If the semaphore value is zero, this method waits for the specified timeout in seconds; a value of -1 means "wait forever". If the timeout period expires and no increments have been made to the semaphore, this method returns 0.

Otherwise, the method returns the amount decremented.

method Delete() as %Integer [ Language = cpp ]

Semaphores are shared objects and they do not go away until they are deleted explicitly. After deletion, any references to this object from the current job or any other job will fail.
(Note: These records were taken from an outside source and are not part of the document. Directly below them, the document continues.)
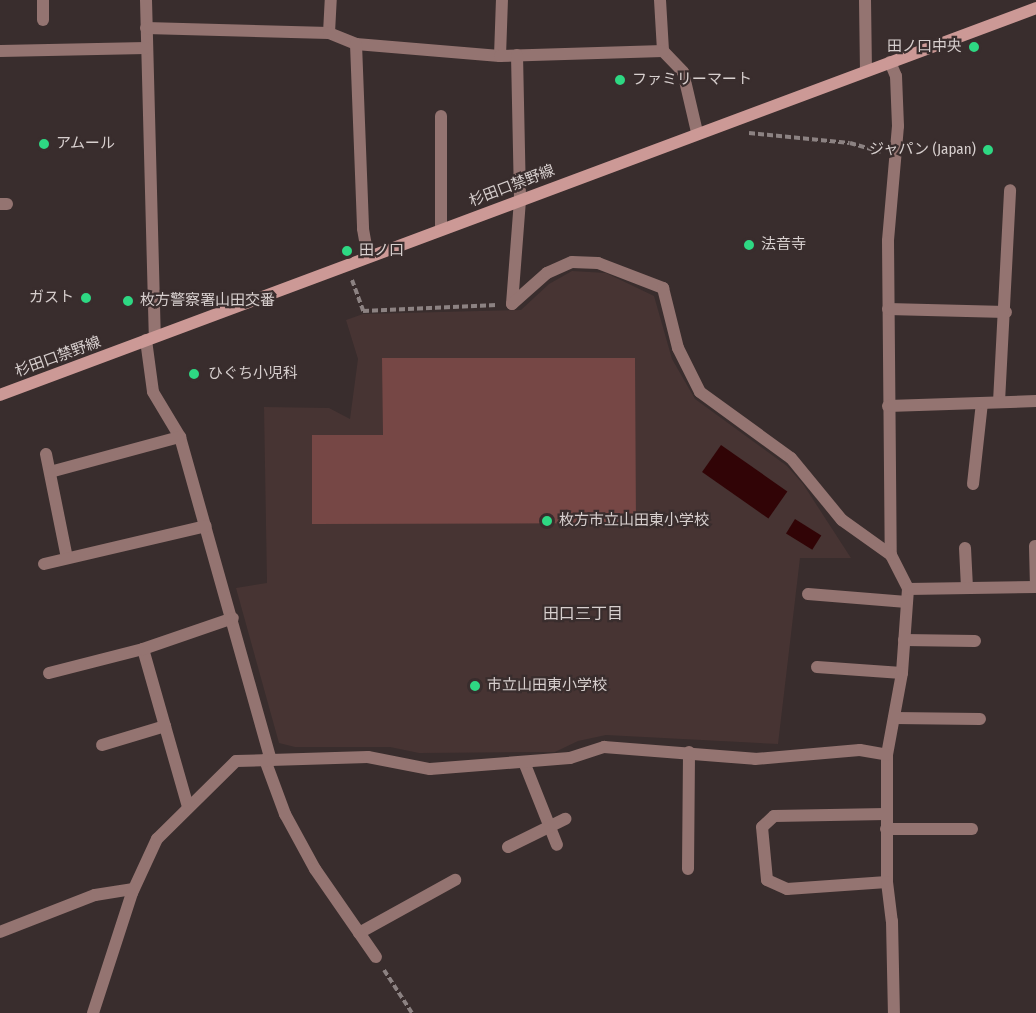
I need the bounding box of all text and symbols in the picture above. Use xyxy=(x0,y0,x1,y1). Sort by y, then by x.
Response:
place label: 田ノ口中央 xyxy=(887,38,962,56)
marker: 田ノ口中央 xyxy=(967,40,981,54)
place label: ファミリーマート xyxy=(632,71,752,89)
marker: ファミリーマート xyxy=(613,73,627,87)
place label: アムール xyxy=(56,135,116,153)
marker: アムール xyxy=(37,137,51,151)
place label: ジャパン (Japan) xyxy=(869,141,976,159)
marker: ジャパン (Japan) xyxy=(981,143,995,157)
street label: 杉田口禁野線 xyxy=(467,161,557,211)
place label: 法音寺 xyxy=(761,236,806,254)
marker: 法音寺 xyxy=(742,238,756,252)
place label: 田ノ口 xyxy=(359,242,404,260)
marker: 田ノ口 xyxy=(340,244,354,258)
place label: ガスト xyxy=(29,289,74,307)
marker: ガスト xyxy=(79,291,93,305)
place label: 枚方警察署山田交番 xyxy=(140,292,275,310)
marker: 枚方警察署山田交番 xyxy=(121,294,135,308)
street label: 杉田口禁野線 xyxy=(13,333,103,381)
marker: ひぐち小児科 xyxy=(185,365,203,383)
place label: ひぐち小児科 xyxy=(208,365,298,383)
place label: 枚方市立山田東小学校 xyxy=(559,512,709,530)
marker: 枚方市立山田東小学校 xyxy=(540,514,554,528)
district label: 田口三丁目 xyxy=(543,604,623,624)
place label: 市立山田東小学校 xyxy=(487,677,607,695)
marker: 市立山田東小学校 xyxy=(468,679,482,693)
If the semaphore is remote, it deletes the semaphore on the remote system too.

method GetValue() as %CPP.LongLong [ Language = cpp ]

Returns the current value storedin the semaphore.

method Increment(value As %Integer) [ Language = cpp ]

Increments the semaphore by the specified amount.

method Open(name As %Binary) as %Integer [ Language = cpp ]

Initialize a pre-existing semaphore. It must be called before accessing any of the semaphore methods. Returns zero on failure.

method RmFromWaitMany() [ Language = cpp ]

Remove this semaphore from the wait-many list. The WaitMany() list caches the associated objects. This method must be called before closing this object so it can be properly removed from the cache, otherwise the object's reference count will never drop to zero and it will not get destroyed.

method SetValue(amount As %CPP.LongLong) [ Language = cpp ]

Sets the current sempahore value to the specified amount.

method WaitCompleted(value As %Integer) [ Language = cpp ]

This method is invoked by the WaitMany() class method when the requested amount of semaphores are decremented. After invoking this method, the semaphore is removed from the wait-many list. An explicit invocation of AddToWaitMany is required to put it back on the wait-many list. If the associated semaphore is deleted and it was in the wait list, this method is called with a granted amount of zero.

Note: this class is an abstract class and the derived sub-class must overwrite this method before any of the wait-many features can be used.

classmethod WaitMany(timeout As %Integer) as %Integer [ Language = cpp ]

Wait for multiple semaphores. It waits for all semaphores registered in the WaitMany list. It waits the specified amount of time in seconds. It returns 0 if it times out, or returns the number of sempahores that were granted.

If the timeout is zero, it just polls all sempahores, and invokes the WaitCompleted methods of all available semaphores. Note: It invokes the WaitCompleted() method in a round robin order.